Abstract
Maintenance of high temporal Plasmodium falciparum genetic diversity and complexity of infection in asymptomatic and symptomatic infections in Kilifi, Kenya from 2007 to 2018
Kimenyi KM, Wamae K, Ngoi JM, de Laurent ZR, Ndwiga L, Osoti V, Obiero G, Abdi AI, Bejon P, Ochola-Oyier LI
Malar J. 2022;21
Permenent descriptor
https://doi.org/10.1186/s12936-022-04213-7
BACKGROUND: High levels of genetic diversity are common characteristics of Plasmodium falciparum parasite populations in high malaria transmission regions. There has been a decline in malaria transmission intensity over 12 years of surveillance in the community in Kilifi, Kenya. This study sought to investigate whether there was a corresponding reduction in P. falciparum genetic diversity, using msp2 as a genetic marker. METHODS: Blood samples were obtained from children (< 15 years) enrolled into a cohort with active weekly surveillance between 2007 and 2018 in Kilifi, Kenya. Asymptomatic infections were defined during the annual cross-sectional blood survey and the first-febrile malaria episode was detected during the weekly follow-up. Parasite DNA was extracted and successfully genotyped using allele-specific nested polymerase chain reactions for msp2 and capillary electrophoresis fragment analysis. RESULTS: Based on cross-sectional surveys conducted in 2007-2018, there was a significant reduction in malaria prevalence (16.2-5.5%: P-value < 0.001), however msp2 genetic diversity remained high.
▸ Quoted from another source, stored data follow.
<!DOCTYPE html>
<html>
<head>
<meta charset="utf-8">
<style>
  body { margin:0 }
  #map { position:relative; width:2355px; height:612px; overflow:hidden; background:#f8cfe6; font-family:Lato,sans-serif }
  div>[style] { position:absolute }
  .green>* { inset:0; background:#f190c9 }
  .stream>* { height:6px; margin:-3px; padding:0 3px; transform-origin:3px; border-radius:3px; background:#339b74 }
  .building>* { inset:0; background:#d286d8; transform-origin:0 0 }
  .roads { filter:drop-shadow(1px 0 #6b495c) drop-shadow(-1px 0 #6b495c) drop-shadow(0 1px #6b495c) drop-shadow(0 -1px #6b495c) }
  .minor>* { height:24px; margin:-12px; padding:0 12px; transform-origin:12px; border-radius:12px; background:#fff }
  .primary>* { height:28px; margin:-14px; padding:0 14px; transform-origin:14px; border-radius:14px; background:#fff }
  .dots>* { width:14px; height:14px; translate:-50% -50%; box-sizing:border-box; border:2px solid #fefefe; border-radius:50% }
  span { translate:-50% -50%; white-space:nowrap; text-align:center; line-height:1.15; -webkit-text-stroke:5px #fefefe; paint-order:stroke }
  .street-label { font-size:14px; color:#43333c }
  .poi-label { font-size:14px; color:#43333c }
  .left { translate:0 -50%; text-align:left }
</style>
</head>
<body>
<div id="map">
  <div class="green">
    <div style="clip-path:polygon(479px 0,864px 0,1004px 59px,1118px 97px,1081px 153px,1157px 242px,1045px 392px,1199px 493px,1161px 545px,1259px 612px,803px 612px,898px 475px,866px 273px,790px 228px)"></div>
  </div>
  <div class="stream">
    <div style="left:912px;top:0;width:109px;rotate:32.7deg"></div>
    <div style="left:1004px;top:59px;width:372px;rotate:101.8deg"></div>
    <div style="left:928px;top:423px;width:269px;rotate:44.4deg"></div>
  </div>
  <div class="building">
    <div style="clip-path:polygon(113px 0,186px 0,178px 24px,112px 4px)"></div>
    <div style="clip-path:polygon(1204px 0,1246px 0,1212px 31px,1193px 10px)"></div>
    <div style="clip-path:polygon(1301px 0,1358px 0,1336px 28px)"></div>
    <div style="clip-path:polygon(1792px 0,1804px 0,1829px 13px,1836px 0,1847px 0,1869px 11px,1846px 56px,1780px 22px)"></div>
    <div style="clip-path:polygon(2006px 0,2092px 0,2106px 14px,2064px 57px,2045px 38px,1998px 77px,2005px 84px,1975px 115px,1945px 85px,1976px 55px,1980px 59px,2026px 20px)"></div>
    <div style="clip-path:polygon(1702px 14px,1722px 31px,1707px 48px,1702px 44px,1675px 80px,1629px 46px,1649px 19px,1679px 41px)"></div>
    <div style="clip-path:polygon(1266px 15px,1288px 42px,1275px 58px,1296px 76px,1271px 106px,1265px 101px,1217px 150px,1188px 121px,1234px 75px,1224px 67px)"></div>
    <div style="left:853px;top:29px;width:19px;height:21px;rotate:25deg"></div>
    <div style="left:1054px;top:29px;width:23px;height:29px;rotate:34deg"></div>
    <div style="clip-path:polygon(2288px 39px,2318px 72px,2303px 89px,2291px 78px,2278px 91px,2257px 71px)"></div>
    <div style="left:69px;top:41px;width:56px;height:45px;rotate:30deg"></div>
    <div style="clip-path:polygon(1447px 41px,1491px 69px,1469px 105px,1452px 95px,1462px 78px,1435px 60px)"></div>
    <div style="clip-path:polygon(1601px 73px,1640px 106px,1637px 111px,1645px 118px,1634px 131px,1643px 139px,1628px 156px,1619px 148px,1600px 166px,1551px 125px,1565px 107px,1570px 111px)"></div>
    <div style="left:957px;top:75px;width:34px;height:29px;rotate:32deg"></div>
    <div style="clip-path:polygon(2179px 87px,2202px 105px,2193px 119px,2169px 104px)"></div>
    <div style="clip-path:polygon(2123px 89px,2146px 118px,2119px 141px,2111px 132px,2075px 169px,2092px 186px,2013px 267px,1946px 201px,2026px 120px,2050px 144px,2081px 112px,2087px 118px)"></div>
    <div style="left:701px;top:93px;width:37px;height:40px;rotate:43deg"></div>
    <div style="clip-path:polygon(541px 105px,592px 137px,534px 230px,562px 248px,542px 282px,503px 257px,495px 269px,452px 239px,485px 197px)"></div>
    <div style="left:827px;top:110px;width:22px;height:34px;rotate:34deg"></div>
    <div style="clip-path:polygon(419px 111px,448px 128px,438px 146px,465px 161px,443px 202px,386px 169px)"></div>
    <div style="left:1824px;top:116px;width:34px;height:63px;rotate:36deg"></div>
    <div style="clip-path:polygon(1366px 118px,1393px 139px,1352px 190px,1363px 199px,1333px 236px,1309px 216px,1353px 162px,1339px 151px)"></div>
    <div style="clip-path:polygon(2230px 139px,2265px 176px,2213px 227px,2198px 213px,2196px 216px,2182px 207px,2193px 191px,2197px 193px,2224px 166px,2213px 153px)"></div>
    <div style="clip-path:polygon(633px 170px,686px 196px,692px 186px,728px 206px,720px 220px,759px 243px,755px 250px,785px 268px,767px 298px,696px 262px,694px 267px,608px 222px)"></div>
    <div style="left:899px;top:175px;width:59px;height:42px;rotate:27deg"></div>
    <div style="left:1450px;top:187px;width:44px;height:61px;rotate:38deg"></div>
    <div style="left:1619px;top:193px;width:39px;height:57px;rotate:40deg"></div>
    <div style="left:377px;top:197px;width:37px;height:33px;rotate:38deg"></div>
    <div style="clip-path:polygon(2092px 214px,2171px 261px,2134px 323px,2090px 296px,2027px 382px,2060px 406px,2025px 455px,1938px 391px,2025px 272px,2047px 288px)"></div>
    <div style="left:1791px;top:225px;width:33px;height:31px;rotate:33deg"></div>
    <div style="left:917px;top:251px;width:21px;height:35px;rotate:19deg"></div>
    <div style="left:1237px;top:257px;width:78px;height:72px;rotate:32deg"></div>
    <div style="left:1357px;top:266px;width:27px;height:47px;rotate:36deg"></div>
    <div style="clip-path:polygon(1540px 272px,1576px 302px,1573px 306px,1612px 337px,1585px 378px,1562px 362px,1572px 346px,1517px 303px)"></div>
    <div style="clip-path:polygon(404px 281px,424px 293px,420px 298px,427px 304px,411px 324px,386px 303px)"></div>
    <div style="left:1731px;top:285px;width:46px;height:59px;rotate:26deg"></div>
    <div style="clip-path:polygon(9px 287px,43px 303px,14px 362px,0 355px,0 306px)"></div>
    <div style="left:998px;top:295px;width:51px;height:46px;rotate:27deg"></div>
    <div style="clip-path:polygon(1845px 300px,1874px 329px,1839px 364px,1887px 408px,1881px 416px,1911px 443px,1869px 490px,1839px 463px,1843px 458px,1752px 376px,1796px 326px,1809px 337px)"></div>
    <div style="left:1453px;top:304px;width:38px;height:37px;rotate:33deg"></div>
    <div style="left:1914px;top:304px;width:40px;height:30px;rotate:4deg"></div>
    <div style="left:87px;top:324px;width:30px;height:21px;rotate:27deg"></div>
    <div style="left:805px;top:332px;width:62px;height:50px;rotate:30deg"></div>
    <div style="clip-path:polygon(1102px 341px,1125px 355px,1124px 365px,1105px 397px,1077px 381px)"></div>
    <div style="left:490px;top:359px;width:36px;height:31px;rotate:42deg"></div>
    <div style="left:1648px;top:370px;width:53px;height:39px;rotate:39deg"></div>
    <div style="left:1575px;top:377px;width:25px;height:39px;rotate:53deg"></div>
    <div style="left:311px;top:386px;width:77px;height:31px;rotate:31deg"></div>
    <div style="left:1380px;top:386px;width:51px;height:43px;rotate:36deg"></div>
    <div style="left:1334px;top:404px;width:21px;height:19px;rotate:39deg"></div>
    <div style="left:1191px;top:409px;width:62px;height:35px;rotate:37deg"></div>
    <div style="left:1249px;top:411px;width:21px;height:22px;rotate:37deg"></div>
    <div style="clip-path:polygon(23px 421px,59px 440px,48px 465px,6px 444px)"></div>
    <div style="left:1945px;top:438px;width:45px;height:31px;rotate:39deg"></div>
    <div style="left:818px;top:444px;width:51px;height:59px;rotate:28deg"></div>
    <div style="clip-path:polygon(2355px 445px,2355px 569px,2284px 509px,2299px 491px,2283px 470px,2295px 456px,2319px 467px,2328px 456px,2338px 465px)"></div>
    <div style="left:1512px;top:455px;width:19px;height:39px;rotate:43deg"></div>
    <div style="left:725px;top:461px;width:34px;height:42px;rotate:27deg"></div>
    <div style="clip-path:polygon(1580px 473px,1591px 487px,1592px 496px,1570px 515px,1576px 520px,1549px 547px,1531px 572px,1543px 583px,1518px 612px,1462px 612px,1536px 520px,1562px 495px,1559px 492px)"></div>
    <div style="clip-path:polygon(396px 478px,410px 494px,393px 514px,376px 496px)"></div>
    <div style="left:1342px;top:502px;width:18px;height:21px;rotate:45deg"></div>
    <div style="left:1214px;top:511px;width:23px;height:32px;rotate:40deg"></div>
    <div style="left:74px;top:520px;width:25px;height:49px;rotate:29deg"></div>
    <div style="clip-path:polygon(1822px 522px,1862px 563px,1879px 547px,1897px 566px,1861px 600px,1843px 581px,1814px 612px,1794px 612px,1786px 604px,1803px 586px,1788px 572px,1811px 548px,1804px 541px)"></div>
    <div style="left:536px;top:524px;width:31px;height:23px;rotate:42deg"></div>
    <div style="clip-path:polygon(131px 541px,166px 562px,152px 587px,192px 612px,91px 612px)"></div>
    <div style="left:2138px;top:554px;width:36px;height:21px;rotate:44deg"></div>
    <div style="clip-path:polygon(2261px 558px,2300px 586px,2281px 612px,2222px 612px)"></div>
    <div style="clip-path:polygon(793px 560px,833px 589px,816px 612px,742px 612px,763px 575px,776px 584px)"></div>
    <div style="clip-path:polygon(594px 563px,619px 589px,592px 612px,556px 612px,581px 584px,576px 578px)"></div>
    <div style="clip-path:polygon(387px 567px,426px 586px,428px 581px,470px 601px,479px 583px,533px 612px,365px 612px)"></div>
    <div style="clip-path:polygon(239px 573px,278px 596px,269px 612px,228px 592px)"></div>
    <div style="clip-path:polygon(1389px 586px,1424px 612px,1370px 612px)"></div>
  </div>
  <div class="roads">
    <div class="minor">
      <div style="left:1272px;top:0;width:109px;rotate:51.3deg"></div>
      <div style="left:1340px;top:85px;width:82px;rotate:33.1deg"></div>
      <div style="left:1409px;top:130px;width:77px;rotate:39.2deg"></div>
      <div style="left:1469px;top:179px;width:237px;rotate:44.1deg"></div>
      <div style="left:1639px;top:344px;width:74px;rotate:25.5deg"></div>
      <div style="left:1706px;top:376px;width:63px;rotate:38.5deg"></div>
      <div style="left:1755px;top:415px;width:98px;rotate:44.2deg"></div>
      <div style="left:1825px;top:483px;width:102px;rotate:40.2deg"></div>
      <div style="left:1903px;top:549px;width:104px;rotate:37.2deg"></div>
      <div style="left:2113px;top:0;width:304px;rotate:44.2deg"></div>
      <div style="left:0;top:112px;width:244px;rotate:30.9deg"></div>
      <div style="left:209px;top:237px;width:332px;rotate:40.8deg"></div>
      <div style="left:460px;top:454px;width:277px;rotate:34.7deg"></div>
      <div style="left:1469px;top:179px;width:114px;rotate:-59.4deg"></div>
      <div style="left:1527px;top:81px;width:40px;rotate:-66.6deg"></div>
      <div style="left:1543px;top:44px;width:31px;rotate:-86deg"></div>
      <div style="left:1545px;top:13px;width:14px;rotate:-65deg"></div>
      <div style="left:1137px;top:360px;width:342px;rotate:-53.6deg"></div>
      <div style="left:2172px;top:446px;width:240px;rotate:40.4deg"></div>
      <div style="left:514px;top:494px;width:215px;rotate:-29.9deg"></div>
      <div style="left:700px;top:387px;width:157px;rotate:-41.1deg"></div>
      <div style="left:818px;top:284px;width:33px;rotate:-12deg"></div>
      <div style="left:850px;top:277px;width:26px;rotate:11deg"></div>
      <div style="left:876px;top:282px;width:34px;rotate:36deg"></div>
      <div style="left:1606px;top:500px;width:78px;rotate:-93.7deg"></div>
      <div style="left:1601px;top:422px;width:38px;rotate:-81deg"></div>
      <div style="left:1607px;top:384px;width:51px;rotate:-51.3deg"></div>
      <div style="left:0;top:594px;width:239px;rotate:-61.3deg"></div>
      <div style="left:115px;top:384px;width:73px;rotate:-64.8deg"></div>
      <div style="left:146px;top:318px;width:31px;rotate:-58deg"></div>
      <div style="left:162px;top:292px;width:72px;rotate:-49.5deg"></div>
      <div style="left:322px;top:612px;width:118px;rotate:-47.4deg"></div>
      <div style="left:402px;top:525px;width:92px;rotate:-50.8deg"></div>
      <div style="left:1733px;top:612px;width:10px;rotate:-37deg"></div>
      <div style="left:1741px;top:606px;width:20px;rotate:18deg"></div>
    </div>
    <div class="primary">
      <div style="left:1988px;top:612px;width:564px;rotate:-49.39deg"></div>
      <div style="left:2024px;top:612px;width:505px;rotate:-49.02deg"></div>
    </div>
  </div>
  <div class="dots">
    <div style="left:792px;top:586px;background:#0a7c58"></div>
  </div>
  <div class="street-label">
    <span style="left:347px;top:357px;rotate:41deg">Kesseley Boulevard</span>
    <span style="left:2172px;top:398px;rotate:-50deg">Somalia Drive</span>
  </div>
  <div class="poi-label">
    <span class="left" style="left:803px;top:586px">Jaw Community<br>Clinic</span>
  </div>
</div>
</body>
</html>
A high heterozygosity index (He) (> 0.95) was observed in both asymptomatic infections and febrile malaria over time. About 281 (68.5%) asymptomatic infections were polyclonal (> 2 variants per infection) compared to 46 (56%) polyclonal first-febrile infections. There was significant difference in complexity of infection (COI) between asymptomatic 2.3 [95% confidence interval (CI) 2.2-2.5] and febrile infections 2.0 (95% CI 1.7-2.3) (P = 0.016). Majority of asymptomatic infections (44.2%) carried mixed alleles (i.e., both FC27 and IC/3D7), while FC27 alleles were more frequent (53.3%) among the first-febrile infections. CONCLUSIONS: Plasmodium falciparum infections in Kilifi are still highly diverse and polyclonal, despite the reduction in malaria transmission in the community.